> _BRIEF_
Return the lines from the start of the data through the line with "0 #444) drop-shadow(-2px". Include both of those lines and no others.

Collected data entries
..............................

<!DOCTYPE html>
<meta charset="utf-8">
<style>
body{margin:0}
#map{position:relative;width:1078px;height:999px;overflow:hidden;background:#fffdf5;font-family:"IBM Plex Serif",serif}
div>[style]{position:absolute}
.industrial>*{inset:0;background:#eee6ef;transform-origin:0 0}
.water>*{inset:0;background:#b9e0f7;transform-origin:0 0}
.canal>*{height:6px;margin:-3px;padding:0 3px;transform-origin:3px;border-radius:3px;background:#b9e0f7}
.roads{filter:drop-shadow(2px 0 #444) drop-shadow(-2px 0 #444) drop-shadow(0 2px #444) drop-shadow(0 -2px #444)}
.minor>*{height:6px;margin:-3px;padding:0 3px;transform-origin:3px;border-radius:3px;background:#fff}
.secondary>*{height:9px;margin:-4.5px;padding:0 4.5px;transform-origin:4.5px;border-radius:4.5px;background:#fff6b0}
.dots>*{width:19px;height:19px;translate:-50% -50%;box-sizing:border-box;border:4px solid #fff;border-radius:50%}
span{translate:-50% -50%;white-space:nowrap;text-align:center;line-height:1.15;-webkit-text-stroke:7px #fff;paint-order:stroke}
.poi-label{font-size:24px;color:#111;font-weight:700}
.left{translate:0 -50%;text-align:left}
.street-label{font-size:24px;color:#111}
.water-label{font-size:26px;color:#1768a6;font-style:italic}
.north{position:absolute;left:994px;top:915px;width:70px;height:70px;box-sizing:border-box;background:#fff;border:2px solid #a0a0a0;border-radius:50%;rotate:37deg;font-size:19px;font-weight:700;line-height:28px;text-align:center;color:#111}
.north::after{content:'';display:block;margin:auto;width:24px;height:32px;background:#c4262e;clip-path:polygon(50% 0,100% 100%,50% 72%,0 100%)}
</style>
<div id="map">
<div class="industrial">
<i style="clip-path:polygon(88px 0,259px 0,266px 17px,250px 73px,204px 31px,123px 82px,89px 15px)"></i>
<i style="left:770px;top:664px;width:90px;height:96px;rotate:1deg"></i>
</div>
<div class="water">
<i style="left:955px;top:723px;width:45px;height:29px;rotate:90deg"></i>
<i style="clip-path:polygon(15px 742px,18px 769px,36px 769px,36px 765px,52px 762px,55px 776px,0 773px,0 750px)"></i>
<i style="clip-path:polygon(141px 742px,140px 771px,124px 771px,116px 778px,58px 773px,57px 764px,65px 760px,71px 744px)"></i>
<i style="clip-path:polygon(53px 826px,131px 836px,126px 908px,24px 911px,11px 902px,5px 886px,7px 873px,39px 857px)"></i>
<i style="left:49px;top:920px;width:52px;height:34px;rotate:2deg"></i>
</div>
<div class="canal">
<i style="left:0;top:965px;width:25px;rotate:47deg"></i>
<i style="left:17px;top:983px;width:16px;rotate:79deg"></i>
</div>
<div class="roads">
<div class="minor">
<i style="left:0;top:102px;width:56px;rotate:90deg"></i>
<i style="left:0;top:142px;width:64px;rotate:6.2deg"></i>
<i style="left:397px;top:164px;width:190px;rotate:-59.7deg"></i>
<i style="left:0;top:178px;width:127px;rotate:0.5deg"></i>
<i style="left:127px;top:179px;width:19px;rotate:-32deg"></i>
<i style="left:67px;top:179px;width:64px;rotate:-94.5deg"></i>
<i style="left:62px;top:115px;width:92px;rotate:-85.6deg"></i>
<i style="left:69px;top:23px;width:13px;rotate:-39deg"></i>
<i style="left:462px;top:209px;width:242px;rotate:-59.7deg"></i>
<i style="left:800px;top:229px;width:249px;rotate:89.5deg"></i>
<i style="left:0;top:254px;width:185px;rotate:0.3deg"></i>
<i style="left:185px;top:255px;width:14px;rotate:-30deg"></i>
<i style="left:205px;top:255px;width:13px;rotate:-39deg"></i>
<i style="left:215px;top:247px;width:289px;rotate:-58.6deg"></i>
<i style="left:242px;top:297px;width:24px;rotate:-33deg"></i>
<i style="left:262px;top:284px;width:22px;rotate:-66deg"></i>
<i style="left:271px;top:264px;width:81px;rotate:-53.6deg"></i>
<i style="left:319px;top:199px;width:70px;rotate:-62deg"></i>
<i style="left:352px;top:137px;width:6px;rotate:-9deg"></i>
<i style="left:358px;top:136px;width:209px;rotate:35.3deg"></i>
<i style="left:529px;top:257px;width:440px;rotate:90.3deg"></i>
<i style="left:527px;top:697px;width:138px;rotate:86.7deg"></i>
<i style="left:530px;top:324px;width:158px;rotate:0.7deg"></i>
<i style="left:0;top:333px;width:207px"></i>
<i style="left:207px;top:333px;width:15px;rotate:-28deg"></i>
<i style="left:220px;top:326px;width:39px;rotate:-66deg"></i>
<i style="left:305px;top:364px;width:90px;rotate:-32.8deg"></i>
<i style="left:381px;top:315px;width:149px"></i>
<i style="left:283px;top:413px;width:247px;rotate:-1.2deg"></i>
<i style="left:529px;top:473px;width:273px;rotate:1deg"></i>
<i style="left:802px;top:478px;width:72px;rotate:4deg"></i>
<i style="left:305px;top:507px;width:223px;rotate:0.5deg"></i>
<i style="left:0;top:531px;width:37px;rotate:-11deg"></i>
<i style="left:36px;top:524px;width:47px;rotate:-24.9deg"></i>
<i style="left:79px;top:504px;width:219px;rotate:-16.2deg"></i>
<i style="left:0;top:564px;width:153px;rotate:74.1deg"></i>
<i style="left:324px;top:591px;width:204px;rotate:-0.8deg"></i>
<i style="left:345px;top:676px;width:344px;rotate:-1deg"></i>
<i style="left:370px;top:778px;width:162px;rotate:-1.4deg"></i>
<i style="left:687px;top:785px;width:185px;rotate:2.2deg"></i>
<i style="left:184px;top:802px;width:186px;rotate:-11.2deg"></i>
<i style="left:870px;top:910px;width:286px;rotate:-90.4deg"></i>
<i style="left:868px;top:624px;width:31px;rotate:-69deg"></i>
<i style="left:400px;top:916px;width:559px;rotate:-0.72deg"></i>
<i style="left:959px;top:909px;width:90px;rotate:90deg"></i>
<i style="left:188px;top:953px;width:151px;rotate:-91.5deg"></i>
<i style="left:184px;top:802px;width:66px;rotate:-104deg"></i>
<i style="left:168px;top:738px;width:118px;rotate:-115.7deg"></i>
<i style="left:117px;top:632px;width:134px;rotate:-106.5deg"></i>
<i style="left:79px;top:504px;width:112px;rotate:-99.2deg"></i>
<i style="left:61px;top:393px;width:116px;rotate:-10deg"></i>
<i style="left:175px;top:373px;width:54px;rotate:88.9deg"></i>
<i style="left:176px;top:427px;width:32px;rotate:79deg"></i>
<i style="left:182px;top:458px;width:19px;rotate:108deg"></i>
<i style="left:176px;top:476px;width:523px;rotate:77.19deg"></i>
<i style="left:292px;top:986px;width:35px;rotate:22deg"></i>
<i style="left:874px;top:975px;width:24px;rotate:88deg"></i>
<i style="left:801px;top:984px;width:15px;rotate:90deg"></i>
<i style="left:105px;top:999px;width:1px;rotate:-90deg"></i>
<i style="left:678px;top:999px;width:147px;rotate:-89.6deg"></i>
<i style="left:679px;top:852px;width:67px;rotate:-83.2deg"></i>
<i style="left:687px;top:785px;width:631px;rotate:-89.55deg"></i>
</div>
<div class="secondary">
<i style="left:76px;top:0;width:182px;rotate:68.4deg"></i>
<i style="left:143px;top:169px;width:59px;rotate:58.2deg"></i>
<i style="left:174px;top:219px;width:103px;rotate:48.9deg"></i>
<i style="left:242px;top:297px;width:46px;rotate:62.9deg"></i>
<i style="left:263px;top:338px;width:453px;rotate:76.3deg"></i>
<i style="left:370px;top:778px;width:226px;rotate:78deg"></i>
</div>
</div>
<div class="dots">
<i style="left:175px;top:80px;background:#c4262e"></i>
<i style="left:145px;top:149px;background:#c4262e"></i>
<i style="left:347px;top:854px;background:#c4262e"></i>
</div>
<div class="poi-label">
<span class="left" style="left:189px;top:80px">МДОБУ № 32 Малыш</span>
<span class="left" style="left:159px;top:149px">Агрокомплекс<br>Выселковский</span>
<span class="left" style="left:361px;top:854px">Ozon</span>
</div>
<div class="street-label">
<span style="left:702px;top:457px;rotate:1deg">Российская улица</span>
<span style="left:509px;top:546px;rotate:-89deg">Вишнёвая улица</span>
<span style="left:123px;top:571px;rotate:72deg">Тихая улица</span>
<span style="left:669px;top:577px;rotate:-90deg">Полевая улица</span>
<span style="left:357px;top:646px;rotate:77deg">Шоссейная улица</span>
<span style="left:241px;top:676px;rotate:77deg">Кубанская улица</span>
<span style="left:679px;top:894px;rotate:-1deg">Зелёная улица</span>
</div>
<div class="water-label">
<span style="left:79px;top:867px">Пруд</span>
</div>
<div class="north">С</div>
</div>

..............................

> _SOLUTION FOR THIS PROBLEM_
<!DOCTYPE html>
<meta charset="utf-8">
<style>
body{margin:0}
#map{position:relative;width:1078px;height:999px;overflow:hidden;background:#fffdf5;font-family:"IBM Plex Serif",serif}
div>[style]{position:absolute}
.industrial>*{inset:0;background:#eee6ef;transform-origin:0 0}
.water>*{inset:0;background:#b9e0f7;transform-origin:0 0}
.canal>*{height:6px;margin:-3px;padding:0 3px;transform-origin:3px;border-radius:3px;background:#b9e0f7}
.roads{filter:drop-shadow(2px 0 #444) drop-shadow(-2px 0 #444) drop-shadow(0 2px #444) drop-shadow(0 -2px #444)}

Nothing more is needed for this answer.